Nachveröffentlichter Stand der Technik

Artikel 54 (3) des Europäischen Patentübereinkommens (EPÜ) erklärt, dass auch der Inhalt früherer europäischer Patentanmeldungen zum Stand der Technik gehört, wenn bestimmte Bedingungen erfüllt sind.

Artikel 54 (3) EPÜ

Als Stand der Technik gilt auch der Inhalt der europäischen Patentanmeldungen in der ursprünglich eingereichten Fassung, deren Anmeldetag vor dem in Absatz 2 genannten Tag liegt und die erst an oder nach diesem Tag veröffentlicht worden sind.

Eine ältere nachveröffentlichte Patentanmeldung ist bei der Neuheitsprüfung auch dann zu berücksichtigen, wenn sie nach ihrer Veröffentlichung zurückgenommen wird oder als zurückgenommen gilt.1)

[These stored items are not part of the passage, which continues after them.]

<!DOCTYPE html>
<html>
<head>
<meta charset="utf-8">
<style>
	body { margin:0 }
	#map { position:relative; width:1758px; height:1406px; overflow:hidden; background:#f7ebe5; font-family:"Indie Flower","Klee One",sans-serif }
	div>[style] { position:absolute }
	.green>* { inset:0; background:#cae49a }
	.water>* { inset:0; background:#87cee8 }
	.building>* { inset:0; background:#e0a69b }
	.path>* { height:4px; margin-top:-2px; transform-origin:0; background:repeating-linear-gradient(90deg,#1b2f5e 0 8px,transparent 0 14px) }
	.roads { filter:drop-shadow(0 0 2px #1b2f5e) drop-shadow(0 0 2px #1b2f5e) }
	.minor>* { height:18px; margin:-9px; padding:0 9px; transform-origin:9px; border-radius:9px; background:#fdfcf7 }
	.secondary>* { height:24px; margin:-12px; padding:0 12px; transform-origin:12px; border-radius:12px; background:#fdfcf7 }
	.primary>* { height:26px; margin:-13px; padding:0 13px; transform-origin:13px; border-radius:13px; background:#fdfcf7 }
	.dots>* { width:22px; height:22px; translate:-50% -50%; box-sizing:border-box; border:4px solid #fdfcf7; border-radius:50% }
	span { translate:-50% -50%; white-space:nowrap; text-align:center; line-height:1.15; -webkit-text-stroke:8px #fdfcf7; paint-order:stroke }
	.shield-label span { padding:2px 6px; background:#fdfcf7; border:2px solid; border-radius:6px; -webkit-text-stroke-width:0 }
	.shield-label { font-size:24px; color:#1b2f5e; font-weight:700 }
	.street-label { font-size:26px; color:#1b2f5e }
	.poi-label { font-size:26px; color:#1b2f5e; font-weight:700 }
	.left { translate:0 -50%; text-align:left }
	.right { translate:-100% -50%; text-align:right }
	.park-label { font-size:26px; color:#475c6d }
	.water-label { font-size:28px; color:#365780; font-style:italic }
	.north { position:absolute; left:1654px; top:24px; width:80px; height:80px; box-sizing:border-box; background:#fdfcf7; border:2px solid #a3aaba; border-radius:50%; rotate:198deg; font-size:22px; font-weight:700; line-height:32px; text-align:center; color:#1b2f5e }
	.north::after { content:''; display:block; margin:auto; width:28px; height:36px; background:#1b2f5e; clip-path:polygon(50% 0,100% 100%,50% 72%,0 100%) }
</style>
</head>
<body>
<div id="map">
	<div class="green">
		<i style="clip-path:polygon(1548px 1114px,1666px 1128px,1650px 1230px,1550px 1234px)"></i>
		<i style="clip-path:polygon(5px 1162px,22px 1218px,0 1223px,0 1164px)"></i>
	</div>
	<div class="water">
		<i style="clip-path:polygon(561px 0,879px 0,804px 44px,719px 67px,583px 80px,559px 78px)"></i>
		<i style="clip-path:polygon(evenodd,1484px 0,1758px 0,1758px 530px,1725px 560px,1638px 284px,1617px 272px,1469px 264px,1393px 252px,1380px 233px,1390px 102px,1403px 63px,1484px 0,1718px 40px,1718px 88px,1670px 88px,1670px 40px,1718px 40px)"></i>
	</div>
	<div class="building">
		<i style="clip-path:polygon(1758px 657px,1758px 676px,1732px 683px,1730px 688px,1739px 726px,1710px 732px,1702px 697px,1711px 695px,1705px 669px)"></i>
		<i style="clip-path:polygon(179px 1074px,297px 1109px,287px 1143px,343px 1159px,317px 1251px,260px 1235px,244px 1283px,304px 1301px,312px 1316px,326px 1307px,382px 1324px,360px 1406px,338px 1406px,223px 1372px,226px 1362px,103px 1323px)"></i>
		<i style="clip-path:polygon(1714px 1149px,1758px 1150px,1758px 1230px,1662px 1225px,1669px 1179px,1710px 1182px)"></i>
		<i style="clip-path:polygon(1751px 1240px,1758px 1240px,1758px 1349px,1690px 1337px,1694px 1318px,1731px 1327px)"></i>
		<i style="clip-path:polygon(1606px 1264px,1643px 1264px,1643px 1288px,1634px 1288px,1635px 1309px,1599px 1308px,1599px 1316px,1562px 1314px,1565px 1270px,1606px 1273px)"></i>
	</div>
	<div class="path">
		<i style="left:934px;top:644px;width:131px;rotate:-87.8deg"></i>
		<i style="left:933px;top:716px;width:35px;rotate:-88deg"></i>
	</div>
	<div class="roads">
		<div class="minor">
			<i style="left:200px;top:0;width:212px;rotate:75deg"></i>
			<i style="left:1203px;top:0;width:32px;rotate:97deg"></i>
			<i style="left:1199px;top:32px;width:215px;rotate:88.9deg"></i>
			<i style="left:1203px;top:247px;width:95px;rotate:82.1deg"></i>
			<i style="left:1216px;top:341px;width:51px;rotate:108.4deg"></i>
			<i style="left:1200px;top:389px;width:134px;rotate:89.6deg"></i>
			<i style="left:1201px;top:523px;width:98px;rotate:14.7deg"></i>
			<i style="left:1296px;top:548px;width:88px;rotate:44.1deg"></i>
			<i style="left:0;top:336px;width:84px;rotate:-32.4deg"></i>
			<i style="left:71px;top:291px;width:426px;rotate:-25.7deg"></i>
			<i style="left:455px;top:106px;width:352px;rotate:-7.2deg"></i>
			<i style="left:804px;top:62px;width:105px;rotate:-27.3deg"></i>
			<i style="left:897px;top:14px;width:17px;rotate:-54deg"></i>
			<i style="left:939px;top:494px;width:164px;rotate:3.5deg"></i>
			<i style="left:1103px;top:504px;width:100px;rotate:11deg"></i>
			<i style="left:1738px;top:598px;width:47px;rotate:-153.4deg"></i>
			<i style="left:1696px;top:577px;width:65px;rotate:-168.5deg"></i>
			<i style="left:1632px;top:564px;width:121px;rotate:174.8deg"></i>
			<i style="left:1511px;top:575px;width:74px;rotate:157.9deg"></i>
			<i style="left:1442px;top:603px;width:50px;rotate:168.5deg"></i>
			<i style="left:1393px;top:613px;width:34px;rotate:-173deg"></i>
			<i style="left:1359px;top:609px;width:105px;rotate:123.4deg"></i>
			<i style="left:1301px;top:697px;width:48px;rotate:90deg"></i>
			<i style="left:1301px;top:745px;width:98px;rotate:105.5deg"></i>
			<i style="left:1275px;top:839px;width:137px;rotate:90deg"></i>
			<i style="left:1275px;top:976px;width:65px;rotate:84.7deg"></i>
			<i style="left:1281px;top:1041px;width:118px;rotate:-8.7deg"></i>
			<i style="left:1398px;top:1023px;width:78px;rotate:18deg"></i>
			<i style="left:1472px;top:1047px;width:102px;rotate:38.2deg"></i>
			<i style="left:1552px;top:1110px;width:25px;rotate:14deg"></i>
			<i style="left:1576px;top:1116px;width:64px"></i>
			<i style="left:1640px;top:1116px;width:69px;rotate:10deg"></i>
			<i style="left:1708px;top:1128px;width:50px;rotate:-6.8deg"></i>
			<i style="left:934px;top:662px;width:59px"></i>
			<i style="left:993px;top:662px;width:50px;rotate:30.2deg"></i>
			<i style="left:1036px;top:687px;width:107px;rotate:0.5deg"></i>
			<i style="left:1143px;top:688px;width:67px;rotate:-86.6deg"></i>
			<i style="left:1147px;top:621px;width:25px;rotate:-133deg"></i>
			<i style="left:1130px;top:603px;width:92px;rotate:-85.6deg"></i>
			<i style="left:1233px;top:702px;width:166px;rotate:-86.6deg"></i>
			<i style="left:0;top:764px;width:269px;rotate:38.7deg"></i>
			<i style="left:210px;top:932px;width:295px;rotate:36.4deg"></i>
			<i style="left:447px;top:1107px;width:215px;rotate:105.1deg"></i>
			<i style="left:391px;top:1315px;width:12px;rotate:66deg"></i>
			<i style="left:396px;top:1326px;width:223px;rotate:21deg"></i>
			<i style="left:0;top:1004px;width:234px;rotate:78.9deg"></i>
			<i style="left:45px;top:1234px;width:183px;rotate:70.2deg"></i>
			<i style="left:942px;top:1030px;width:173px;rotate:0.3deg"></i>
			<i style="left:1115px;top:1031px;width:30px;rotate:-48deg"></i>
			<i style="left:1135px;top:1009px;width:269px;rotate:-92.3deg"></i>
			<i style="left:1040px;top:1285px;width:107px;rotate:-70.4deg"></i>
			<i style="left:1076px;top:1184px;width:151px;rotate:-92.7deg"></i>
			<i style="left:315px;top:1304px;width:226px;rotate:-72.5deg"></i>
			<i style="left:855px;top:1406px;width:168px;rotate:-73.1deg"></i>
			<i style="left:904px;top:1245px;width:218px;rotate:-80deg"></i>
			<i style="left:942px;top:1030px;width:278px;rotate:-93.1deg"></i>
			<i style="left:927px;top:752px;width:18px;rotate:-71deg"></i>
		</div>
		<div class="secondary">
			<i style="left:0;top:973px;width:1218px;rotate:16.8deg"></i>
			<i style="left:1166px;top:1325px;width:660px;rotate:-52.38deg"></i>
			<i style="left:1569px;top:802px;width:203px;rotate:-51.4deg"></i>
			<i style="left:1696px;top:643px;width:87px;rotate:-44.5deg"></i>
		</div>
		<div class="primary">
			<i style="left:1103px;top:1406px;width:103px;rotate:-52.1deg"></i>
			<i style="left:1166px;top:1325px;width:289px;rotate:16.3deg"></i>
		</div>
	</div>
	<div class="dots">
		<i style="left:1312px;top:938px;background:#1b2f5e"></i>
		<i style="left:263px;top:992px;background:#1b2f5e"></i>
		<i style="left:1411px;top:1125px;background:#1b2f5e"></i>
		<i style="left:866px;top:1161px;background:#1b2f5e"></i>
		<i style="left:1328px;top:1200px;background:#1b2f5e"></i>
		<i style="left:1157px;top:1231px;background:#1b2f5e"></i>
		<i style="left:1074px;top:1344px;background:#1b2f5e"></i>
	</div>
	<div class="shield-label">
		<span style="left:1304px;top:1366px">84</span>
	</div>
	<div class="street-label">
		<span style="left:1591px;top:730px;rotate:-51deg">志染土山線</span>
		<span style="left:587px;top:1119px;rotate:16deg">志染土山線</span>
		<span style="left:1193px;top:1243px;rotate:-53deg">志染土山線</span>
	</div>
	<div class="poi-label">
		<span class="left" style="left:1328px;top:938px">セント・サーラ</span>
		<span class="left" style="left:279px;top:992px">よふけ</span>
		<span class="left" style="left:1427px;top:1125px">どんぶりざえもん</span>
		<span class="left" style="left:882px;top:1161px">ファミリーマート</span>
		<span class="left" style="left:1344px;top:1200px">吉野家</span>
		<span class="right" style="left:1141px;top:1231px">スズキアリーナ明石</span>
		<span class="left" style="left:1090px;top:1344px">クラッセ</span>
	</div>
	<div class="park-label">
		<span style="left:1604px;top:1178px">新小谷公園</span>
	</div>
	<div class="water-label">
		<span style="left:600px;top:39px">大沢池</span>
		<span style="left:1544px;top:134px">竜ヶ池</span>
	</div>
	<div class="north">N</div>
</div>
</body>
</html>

Eine ältere Anmeldung ist wegen ihrer Rücknahme, Zurückweisung oder Erledigung durch Nichtzahlung der Jahresgebühr nur dann nicht mit ihrem Prioritätstag zu berücksichtigen, wenn sie infolgedessen zum Zeitpunkt der Veröffentlichung nicht mehr anhängig war.2)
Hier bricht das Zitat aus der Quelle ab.